There are three basic services which offer the baseline for the creation of custom services:
Receives app source as parameter. Outputs are appended to published package.
Receives list of built packages as parameter. Outputs service state.
A runner is a docker image with a server which receives requests with a service state hash.
Extend allows to inherit exported configurations and override them selectively (IS A applies). e.g. gtm extends pixel (which configures render).
Packaged configuration is used to generate service state and ultimately impact service behaviour.
Static services calculate responses from request params and service state solely, but dynamic services might require I/O to other running services. This constitutes a runtime dependency.
act-router
implements a the router
service, which routes requests based on state generated by it's http
builder. This allows other services to request routes by exporting configuration for this builder.
By doing so, every service that wants to claim a new route must go through the process of publishing an app - a versioned package of configuration - and later generating a new versioned state for the router
, which might be on-demand or scheduled - depending on how you configure it.
These configuration changes then go through e2e testing in a production-like environment and are then gradually distributed to live router
instances.

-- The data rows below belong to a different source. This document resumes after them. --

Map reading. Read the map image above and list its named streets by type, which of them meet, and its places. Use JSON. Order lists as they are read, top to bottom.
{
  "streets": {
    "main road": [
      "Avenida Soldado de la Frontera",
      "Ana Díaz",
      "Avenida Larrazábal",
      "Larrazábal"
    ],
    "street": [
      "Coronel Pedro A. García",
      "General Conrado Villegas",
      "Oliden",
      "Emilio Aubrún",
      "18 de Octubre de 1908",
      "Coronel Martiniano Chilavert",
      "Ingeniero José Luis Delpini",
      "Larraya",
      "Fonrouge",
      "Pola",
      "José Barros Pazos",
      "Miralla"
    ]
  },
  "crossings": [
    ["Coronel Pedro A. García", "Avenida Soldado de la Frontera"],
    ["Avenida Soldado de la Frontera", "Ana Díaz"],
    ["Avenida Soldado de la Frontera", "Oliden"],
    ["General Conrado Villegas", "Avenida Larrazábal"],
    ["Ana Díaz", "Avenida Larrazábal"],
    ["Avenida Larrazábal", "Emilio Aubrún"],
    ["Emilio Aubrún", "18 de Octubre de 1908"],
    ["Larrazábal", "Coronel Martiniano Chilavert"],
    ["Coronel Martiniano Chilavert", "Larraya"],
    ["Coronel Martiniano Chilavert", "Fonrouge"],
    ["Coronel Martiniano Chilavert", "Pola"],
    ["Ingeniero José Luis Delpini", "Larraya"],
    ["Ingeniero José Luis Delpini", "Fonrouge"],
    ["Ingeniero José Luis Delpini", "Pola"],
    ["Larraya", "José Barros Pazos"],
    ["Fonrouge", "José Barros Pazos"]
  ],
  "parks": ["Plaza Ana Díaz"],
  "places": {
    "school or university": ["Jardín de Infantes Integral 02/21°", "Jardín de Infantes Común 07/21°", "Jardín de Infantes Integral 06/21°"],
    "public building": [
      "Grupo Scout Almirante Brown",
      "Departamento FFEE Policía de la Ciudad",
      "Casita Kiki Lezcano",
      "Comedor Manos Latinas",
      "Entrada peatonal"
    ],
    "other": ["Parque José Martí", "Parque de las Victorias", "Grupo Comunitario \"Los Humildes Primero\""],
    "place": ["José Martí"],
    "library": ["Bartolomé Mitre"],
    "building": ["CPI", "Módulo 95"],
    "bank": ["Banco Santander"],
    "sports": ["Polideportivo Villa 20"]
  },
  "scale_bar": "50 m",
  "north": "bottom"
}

If any of the service-defined success metrics are disturbed according to ML-enabled projection, we automatically reverse to previous state and alert configuration publishers, resuming previous behaviour without human interaction.
This allows to maximize iteration speed on configuration tests without compromising on user experience. Move fast without breaking things, as a service.
Act is a proof-of-concept CLI to manage Schemas and Configurations for Services.
When an Enterprise deploys Services (in the form of software) which their Users interact with, we can assume it has two basic goals:
- That their Users have a high-quality, disruption-free user experience when interacting with said Services, and
- That these interactions result in Outcomes which are desireable for the Enterprise (e.g. new sales).
In other words, a software platform is successful to the degree that it helps transform a collections of Services into desired business Outcomes.
Outcomes are not deterministic, since they depend on user decisions. However, Outcomes may be significantly influenced by changing a Service's Behaviour - the way in which the Service responds to Input.
Most Services offer some degree of control over their Behavior through Configuration. That means an Enterprise may alter the Behavior of the Services it controls by changing their Configurations, which in turn affects Outcomes.
Configurable Services need to define a Schema, a Semantically Versioned contract, through which they explicitly document how they can be configured.
- A Service is any business capability packaged as software which displays consistent Behavior when interacting with the outside world (Users or other Services).
- A Behavior is the way in which a Service responds to external Input, or otherwise acts. A Behavior is usually determined, at least partially, by Configuration.
- An Outcome is a business goal which depends on Users interacting with Services (and their Behaviors).
- A Configuration is any artifact which deterministically alters the Behavior of a Service. A Configuration must follow a Schema.
- A Schema is any Service-define artifact against which any Configuration might be Validated in order to determine if said configuration is usable by the Service. In other words, Schemas define which Configurations are valid for a given Service.